The lights in the elevator were one thing; when the monitor shorted out and the keyboard stopped working, Olivia finally conceded that maybe she was going to have to take a more hands-off approach to finding Bell.
The thing was, between Peter’s sharp mind, Nina’s extensive resources, and the finely tuned machine that is Philip Broyles’ growing Fringe Division, there wasn’t much handing off for Olivia to do. Sure, Peter was sympathetic; he knew how much it frustrated her to be sitting front row center on the biggest Fringe event in the history of Fringe events, waiting to be called up for her walk-on spot, but time was also of the essence. He’d smiled up at her from his computer terminal sympathetically, just as the data from the satellites finally started coming in and his attention had been diverted elsewhere.
Besides, Olivia had never needed anyone to hold her hand before.
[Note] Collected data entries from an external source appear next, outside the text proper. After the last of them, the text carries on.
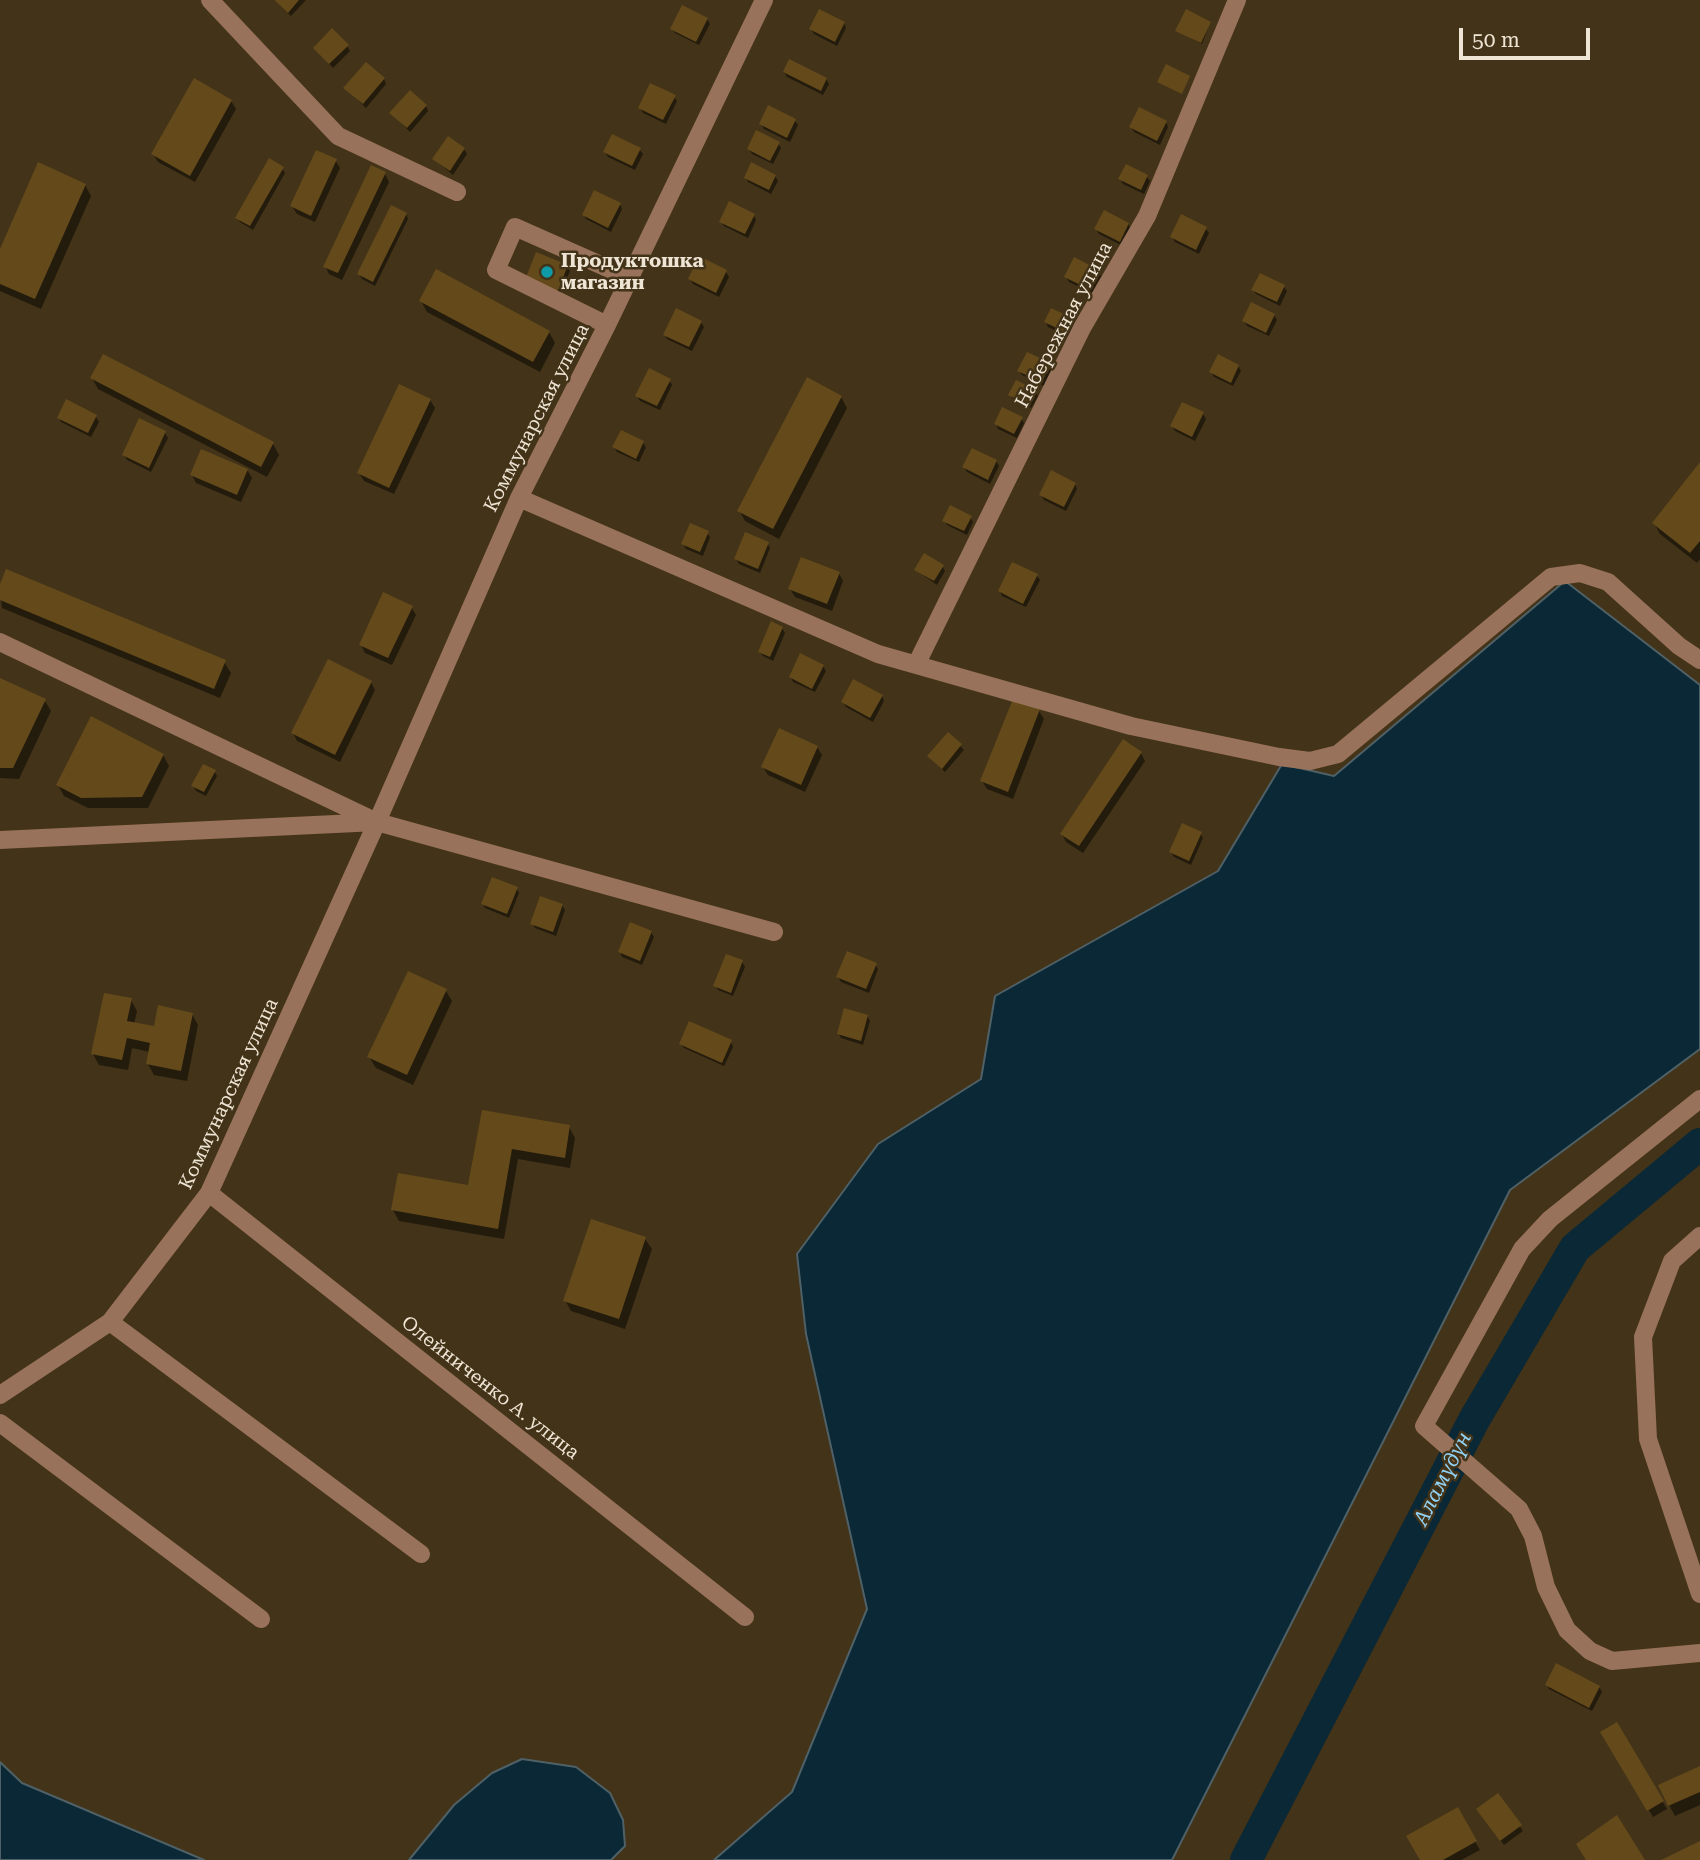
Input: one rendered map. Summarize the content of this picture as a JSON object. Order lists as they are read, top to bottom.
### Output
{
  "streets": {
    "street": ["Набережная улица", "Коммунарская улица", "Олейниченко А. улица"]
  },
  "crossings": [
    ["Коммунарская улица", "Олейниченко А. улица"]
  ],
  "water": ["Аламүдүн"],
  "places": ["Продуктошка магазин"],
  "scale_bar": "50 m"
}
Why start now?
Because after losing one parent, then then other, after Jacksonville and the trials and then living at relatives' houses and boarding schools (or living with Nina Sharp and attending a better class of boarding school, depending which history she chose to believe)… after finding Walter and Peter and a place that felt like home, then losing Peter and finding him all over again, she’d taken a gamble at trying for something like a normal life. It had seemed like decent odds once the Bridge had been closed off and just her luck, this time it might really be the end of the world.
And there isn’t a damn thing Olivia can do to stop it this time.
Around her, people are reporting in, correlating weather data with seismic readings and eye-witness reports, while she sits in front of the dead workstation, worrying the at bandage on her thumb where she’d cut it. They’re getting close to finding Bell, and by proxy, Walter. She should be feeling that heart-pounding rush of adrenaline that comes with knowing that she’s this close to breaking the case, but instead, all she feels is flushed and light-headed.
While everybody else is caught up in the business of pulling together all their leads, checking and double-checking their sources, Olivia slips from the room.
Conference room 3A is unoccupied and blissfully quiet once she shuts the door, insulating herself from the chaos down the hall. Olivia grabs a bottle of water from the fridge and holds it to her temple as she sinks into the nearest chair. She closes her eyes and counts each slow, steady breath until she’s sure these are the plain old running-on-empty shakes, and not the calm before the pyrokinetic storm kind.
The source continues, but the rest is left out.